The answer must be one number: how many lines of the records contain "Keep".

(Records excerpted from a collection)
··········
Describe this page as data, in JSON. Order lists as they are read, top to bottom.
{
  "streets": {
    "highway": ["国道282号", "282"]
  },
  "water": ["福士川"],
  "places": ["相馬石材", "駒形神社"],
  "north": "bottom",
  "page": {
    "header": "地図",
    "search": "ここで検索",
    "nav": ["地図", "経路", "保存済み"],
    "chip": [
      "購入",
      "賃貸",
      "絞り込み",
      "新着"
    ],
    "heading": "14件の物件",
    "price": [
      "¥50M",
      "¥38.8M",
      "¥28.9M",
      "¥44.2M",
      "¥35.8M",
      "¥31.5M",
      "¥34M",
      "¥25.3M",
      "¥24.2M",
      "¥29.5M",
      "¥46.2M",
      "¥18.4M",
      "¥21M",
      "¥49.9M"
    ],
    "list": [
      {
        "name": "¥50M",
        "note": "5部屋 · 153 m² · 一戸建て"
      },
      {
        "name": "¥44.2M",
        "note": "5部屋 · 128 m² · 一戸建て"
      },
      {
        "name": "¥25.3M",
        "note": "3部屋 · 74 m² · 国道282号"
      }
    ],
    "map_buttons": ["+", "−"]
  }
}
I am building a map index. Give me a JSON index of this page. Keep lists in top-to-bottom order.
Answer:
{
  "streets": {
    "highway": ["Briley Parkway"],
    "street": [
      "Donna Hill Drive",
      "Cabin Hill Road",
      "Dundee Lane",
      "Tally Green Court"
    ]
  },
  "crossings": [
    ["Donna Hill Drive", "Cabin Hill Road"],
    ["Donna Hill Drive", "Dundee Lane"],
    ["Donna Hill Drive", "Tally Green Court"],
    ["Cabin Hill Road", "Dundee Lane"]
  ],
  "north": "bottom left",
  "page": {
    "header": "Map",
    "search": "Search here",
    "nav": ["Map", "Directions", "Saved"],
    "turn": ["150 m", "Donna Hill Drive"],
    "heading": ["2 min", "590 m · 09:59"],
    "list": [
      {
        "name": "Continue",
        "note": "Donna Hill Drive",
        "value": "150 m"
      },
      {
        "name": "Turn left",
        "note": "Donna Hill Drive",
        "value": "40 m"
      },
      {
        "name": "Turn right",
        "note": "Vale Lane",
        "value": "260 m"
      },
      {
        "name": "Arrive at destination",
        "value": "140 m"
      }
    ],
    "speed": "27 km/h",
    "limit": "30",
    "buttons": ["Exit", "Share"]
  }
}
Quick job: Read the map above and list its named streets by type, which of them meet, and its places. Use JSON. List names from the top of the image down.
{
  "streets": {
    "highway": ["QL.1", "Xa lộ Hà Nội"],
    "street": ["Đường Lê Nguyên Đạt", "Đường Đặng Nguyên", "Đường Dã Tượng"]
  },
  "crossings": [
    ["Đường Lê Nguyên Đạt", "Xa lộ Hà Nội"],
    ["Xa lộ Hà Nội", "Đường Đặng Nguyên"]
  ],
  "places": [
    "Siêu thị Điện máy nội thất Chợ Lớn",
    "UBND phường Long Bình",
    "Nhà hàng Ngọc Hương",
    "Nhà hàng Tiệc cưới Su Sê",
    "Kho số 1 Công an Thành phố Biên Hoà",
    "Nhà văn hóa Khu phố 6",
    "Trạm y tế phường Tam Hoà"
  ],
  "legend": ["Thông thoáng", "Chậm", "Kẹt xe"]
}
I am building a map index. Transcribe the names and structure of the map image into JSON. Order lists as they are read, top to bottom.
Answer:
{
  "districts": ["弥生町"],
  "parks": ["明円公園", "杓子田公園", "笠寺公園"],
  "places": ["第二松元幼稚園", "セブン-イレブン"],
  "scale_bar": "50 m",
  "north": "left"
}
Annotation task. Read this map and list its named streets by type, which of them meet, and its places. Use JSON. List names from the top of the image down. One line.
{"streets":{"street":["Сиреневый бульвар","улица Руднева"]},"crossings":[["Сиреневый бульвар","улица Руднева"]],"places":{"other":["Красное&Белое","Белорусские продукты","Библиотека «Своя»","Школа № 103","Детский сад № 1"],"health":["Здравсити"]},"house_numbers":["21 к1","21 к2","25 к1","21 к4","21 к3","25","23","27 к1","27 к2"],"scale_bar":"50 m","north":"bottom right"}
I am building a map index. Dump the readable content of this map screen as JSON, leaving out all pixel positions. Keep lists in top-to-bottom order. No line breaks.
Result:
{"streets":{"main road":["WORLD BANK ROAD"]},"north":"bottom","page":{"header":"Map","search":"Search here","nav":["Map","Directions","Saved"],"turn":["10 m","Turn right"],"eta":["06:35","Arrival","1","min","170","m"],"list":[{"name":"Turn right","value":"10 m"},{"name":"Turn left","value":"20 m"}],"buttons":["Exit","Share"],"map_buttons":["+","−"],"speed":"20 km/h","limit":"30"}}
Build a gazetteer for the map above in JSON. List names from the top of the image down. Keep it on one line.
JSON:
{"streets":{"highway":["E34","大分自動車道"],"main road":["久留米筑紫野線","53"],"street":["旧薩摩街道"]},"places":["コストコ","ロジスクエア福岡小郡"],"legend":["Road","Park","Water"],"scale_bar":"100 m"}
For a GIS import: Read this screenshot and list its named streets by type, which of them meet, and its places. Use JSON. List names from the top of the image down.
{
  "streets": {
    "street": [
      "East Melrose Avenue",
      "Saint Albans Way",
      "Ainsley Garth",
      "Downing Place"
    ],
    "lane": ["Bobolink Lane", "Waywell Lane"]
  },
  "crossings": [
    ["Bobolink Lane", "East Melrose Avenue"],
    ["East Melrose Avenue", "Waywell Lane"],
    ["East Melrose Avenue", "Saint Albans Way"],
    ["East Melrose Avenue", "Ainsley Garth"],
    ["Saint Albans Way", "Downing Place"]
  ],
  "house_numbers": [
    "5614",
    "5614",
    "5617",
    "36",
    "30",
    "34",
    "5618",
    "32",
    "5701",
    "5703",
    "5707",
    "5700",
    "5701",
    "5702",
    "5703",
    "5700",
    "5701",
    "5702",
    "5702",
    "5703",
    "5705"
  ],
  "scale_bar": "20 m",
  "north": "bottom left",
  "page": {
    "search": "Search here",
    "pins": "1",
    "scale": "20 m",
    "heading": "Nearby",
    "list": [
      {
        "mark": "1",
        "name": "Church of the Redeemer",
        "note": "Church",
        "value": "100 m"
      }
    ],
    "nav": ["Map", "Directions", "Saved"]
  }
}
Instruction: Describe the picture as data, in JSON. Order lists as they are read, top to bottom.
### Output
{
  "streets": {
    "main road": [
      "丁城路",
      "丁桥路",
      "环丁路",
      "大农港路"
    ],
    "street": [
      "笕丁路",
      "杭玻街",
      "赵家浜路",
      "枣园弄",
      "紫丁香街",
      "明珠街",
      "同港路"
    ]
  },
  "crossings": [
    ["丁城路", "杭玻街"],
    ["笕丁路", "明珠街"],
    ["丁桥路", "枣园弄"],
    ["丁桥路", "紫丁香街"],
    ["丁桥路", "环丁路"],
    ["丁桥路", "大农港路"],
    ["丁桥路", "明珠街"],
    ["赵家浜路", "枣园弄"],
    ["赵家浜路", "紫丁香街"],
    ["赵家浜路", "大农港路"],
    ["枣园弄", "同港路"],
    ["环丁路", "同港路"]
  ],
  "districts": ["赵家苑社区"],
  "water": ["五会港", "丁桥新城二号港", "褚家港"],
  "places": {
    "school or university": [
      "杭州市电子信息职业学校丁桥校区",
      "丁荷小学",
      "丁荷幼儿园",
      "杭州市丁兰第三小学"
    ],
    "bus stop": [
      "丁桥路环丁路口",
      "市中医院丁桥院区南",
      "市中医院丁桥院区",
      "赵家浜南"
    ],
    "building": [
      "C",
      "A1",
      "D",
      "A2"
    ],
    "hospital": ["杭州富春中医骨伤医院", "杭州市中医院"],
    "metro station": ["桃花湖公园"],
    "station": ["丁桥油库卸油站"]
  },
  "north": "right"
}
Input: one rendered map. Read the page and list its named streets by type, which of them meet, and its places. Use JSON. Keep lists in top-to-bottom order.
··········
» **SOLUTION**:
4